Testemunhas no campo Al Mazraq afirmam que o ataque aéreo provocou um grande número de feridos.

Nas redes sociais, várias imagens mostram isto mesmo: crianças feridas com as roupas ensanguentadas.

 
O campo Al Mazraq foi criado junto à cidade fronteiriça de Haradh, na parte ocidental do país e conta com cerca de 5000 refugiados que fugiram de áreas de conflito. A crise no país e os recentes ataques aéreos têm levado a um aumento dos deslocados.
  A UNICEF é uma das organizações que presta assistência às crianças no local.

 
A crise no Iémen tem ameaçado as condições de segurança no país, nas últimas semanas.

Depois de terem tomado a capital Sanaa em setembro do ano passado, as milícias houties lançaram uma ofensiva sobre a segunda maior cidade do país, Aden. Devido ao avanço dos rebeldes o presidente do Iémen acabou mesmo por fugir, exilando-se na Arábia Saudita.

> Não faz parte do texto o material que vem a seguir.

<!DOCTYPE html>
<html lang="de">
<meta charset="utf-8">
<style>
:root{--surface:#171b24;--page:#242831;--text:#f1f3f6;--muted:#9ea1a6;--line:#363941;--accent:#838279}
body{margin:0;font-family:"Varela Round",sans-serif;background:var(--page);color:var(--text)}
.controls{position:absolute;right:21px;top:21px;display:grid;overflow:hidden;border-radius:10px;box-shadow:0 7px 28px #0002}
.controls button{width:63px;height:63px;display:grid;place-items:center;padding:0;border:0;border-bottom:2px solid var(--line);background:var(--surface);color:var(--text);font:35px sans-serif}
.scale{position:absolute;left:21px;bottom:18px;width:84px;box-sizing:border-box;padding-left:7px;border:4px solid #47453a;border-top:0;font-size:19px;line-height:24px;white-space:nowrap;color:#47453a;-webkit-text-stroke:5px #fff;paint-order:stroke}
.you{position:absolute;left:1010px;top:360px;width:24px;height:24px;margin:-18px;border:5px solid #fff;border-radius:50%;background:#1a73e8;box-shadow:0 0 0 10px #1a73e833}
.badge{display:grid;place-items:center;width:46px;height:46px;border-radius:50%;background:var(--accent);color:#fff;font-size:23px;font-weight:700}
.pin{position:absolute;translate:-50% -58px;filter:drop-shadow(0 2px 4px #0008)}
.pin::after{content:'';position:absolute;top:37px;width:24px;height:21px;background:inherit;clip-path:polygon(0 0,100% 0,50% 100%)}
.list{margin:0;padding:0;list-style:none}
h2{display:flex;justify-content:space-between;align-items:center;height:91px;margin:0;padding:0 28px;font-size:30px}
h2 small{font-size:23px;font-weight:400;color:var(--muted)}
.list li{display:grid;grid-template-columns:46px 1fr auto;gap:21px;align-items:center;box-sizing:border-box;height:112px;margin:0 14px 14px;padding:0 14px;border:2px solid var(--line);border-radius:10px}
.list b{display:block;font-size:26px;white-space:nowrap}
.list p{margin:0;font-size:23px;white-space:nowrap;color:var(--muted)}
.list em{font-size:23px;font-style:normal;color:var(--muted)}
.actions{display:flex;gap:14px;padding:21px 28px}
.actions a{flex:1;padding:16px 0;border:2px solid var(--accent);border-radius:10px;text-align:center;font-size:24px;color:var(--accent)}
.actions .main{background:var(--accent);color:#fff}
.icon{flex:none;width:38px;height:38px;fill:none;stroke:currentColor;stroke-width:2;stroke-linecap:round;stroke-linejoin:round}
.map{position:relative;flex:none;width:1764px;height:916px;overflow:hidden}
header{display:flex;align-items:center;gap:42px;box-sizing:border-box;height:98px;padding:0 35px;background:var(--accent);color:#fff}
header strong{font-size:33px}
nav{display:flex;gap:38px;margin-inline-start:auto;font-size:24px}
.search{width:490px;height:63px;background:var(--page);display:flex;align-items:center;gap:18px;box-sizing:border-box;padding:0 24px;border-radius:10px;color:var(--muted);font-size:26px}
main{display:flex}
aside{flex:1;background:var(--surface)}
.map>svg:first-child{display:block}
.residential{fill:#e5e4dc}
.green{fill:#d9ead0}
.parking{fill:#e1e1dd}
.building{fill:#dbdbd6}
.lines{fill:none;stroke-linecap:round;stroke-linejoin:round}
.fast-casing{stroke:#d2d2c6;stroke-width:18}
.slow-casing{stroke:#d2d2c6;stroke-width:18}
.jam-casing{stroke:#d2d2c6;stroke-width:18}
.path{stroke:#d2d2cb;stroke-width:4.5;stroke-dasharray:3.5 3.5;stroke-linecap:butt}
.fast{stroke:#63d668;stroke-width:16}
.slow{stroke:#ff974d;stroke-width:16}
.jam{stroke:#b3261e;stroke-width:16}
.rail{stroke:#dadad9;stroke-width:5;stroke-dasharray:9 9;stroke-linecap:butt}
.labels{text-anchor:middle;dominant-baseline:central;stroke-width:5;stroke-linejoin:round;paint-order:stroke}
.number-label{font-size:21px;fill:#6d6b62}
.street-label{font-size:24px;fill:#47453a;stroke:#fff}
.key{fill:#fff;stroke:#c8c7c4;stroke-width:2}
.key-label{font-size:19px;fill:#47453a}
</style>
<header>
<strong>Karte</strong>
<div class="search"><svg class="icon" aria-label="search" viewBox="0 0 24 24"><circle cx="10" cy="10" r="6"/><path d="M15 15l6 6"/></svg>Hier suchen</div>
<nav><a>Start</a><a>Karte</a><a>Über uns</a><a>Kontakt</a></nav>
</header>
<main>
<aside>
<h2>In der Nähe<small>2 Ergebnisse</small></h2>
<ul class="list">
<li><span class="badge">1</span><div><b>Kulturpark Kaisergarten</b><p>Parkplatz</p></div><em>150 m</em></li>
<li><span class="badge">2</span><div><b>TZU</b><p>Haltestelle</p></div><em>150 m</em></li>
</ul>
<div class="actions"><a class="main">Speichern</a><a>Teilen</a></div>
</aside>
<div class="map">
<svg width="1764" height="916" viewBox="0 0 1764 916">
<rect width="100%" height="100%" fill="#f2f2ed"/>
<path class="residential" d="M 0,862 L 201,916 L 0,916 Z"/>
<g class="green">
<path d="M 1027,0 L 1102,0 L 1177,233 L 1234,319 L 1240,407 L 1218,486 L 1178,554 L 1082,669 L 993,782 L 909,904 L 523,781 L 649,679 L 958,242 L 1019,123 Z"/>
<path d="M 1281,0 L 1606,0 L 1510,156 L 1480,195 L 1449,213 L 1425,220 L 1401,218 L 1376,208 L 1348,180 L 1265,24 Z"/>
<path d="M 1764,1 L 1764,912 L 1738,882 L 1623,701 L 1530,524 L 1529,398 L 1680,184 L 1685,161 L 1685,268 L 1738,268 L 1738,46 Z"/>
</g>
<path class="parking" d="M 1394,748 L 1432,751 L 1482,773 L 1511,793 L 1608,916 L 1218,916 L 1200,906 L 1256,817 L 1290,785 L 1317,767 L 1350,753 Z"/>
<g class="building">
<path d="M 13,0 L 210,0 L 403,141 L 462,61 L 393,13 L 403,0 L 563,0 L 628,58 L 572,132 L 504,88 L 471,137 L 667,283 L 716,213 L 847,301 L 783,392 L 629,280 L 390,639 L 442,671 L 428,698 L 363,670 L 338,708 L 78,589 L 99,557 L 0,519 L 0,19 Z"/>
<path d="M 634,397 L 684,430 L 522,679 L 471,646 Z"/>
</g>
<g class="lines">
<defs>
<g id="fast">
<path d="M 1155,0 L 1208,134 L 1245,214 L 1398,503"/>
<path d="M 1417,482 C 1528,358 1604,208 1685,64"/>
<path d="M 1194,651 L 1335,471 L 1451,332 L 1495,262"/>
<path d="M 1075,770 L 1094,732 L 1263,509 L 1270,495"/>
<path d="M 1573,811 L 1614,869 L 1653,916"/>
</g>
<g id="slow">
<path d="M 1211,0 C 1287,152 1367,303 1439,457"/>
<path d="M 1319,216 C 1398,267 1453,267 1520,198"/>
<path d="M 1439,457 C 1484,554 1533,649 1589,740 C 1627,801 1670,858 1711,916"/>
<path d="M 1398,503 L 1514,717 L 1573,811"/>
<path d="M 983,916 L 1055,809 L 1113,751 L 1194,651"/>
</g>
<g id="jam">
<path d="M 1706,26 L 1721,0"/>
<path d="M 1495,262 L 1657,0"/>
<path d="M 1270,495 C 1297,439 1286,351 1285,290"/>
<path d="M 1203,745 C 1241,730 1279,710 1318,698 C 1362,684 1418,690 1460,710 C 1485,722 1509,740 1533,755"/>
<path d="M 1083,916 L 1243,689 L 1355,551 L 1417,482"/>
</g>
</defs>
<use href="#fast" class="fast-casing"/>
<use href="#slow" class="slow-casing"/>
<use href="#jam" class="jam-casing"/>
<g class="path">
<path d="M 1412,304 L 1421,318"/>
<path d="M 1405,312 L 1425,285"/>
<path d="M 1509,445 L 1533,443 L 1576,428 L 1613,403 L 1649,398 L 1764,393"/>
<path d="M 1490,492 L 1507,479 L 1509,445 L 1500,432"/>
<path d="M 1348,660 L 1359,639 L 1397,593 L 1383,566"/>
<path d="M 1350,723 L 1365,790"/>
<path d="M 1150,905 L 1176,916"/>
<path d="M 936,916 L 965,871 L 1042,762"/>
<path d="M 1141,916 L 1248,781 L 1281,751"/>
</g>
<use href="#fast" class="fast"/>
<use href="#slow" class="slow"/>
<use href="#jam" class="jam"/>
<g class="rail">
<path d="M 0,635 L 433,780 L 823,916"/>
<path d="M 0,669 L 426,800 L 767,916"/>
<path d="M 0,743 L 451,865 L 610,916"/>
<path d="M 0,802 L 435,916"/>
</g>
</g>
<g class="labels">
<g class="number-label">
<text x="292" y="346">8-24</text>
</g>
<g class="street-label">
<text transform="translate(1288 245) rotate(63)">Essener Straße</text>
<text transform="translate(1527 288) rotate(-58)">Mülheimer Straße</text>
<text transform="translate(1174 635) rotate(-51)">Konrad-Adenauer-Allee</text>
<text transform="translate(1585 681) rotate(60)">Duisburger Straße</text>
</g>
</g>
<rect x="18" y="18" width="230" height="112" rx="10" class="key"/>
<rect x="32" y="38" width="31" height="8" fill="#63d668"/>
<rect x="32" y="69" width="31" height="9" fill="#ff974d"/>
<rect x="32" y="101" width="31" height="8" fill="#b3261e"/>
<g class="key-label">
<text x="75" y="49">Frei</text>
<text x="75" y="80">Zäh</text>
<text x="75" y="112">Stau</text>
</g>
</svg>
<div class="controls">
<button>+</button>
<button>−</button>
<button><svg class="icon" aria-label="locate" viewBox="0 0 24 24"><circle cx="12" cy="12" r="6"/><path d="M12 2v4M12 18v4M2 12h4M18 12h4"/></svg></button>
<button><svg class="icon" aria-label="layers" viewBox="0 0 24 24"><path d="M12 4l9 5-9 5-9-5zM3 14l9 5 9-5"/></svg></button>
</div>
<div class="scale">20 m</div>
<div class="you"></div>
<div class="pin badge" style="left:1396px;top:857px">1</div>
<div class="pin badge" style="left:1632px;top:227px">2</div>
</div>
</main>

A Arábia Saudita, por sua vez, lançou uma operação militar no Iémen, com vários ataques aéreos, que envolve «mais de dez países», para defender o Presidente iemenita, contestado pelos rebeldes.

Por outro lado, para além da crise interna o Iémen vê-se a braços com a presença de células terroristas ligadas à Al-Qaeda e ao Estado Islâmico. Um atentado do Estado Islâmico a duas mesquitas fez mais de 100 mortos a 20 de março.

A insegurança no país foi o motivo pelo qual os EUA decidiram retirar o seu pessoal do Iémen.

Outro efeito desta instabilidade é o aumento do preço do petróleo, que por sua vez, influencia os mercados.